* [What is being asked] Determine which lines of the records include the word "Bosque", and copy them.
Source information Start Marker
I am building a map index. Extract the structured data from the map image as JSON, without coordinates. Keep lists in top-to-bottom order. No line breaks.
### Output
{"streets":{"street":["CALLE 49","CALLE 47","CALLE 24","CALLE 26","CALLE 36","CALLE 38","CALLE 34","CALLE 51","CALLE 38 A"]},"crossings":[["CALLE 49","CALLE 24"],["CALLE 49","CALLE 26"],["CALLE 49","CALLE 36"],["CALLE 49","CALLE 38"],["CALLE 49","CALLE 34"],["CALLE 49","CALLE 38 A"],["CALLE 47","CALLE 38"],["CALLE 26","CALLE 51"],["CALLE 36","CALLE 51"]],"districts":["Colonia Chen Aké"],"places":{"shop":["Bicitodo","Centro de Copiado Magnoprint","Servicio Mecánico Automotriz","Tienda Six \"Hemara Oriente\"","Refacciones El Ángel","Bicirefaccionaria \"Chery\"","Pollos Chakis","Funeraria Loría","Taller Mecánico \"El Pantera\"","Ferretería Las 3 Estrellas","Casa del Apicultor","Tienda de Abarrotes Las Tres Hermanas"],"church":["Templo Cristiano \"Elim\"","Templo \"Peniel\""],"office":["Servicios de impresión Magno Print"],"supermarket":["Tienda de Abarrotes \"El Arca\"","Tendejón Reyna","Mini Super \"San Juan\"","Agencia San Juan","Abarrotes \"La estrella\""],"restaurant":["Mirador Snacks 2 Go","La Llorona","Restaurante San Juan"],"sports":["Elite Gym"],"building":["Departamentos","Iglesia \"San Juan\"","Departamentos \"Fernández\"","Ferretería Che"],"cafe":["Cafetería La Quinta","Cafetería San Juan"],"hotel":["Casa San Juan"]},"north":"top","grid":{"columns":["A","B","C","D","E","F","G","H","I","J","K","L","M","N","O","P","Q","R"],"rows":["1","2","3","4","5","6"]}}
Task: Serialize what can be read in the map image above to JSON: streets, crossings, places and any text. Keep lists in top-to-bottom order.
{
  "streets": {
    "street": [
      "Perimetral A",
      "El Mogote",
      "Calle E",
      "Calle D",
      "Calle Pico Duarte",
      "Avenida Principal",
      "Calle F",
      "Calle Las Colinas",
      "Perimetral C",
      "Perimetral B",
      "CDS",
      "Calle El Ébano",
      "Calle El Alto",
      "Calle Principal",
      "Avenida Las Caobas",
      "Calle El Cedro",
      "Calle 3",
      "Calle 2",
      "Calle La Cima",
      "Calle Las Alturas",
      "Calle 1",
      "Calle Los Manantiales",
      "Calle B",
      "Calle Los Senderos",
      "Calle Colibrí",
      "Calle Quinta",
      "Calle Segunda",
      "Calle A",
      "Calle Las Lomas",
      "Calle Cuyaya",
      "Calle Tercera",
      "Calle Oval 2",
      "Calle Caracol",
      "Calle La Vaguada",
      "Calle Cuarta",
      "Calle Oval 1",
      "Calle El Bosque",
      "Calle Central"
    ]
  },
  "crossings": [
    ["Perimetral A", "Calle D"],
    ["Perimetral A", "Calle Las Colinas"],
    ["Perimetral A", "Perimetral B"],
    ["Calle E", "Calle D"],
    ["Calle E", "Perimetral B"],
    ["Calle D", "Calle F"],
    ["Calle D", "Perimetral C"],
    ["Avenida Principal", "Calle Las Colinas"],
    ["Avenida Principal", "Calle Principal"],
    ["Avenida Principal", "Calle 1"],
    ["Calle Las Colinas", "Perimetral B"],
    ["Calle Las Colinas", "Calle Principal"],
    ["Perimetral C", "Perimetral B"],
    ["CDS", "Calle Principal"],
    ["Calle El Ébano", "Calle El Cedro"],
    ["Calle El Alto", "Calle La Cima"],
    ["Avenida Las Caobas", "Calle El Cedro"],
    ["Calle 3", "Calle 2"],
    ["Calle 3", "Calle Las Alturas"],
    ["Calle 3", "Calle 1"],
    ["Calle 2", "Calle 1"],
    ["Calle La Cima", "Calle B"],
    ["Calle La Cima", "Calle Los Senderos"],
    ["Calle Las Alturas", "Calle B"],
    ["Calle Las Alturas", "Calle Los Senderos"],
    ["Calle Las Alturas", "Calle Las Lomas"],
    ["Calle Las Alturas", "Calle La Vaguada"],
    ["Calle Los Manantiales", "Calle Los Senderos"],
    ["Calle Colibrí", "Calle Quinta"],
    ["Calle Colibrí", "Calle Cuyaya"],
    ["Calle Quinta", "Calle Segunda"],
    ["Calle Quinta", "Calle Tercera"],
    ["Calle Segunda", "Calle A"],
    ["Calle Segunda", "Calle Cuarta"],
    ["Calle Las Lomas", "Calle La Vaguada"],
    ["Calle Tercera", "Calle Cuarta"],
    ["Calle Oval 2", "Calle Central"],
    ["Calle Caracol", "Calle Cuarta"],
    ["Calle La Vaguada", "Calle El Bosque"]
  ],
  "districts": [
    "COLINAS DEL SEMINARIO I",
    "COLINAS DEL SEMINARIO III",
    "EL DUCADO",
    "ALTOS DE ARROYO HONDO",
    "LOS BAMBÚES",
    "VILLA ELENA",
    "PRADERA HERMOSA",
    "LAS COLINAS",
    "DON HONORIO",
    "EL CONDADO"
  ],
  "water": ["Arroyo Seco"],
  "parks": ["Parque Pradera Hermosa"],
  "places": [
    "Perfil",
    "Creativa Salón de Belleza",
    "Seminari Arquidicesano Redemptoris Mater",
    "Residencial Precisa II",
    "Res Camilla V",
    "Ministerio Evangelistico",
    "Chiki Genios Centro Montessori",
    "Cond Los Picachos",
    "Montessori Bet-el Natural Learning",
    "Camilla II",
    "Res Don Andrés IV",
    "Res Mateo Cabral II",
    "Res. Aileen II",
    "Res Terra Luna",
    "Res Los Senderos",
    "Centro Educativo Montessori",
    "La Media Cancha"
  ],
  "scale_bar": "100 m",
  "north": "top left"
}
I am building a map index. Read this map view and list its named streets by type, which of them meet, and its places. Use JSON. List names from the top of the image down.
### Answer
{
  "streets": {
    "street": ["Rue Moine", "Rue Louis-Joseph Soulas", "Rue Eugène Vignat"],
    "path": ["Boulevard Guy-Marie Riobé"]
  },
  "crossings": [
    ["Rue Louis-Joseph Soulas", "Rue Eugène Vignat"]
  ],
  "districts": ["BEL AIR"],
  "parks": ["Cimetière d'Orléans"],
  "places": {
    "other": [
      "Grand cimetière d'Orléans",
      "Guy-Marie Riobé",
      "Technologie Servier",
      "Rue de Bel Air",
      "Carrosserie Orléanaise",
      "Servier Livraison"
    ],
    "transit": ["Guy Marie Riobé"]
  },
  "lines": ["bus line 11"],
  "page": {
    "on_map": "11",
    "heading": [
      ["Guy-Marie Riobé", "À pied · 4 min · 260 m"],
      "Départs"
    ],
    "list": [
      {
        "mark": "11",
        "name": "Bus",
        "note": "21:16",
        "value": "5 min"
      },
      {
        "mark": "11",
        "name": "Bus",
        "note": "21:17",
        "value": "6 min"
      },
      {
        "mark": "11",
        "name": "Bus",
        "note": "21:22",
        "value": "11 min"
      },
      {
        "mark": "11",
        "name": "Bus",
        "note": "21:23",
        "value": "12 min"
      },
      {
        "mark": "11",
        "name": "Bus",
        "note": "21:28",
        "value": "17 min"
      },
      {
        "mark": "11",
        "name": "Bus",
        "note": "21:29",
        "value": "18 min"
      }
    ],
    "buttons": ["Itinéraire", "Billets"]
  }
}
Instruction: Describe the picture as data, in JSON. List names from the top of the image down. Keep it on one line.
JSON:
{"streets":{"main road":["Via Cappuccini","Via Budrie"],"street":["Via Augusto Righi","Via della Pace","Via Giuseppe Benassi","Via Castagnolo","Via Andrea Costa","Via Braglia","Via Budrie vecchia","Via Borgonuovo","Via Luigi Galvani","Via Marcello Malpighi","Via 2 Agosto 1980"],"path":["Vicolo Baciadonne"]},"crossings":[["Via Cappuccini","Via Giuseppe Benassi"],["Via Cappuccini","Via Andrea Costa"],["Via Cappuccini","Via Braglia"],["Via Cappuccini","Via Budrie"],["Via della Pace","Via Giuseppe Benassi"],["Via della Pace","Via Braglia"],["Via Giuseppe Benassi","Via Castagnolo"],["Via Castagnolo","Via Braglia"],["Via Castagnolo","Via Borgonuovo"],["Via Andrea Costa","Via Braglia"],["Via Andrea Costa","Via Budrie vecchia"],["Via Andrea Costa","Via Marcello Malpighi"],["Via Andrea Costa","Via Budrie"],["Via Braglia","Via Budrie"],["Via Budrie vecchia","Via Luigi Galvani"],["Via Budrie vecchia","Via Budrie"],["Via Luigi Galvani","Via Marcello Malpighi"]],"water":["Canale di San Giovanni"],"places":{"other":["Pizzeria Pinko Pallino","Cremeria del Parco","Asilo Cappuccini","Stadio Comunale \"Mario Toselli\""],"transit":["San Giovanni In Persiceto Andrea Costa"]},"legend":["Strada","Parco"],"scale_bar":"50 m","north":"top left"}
Source information End Marker
* [Solution to the problem]
      "Calle El Bosque",
    ["Calle La Vaguada", "Calle El Bosque"]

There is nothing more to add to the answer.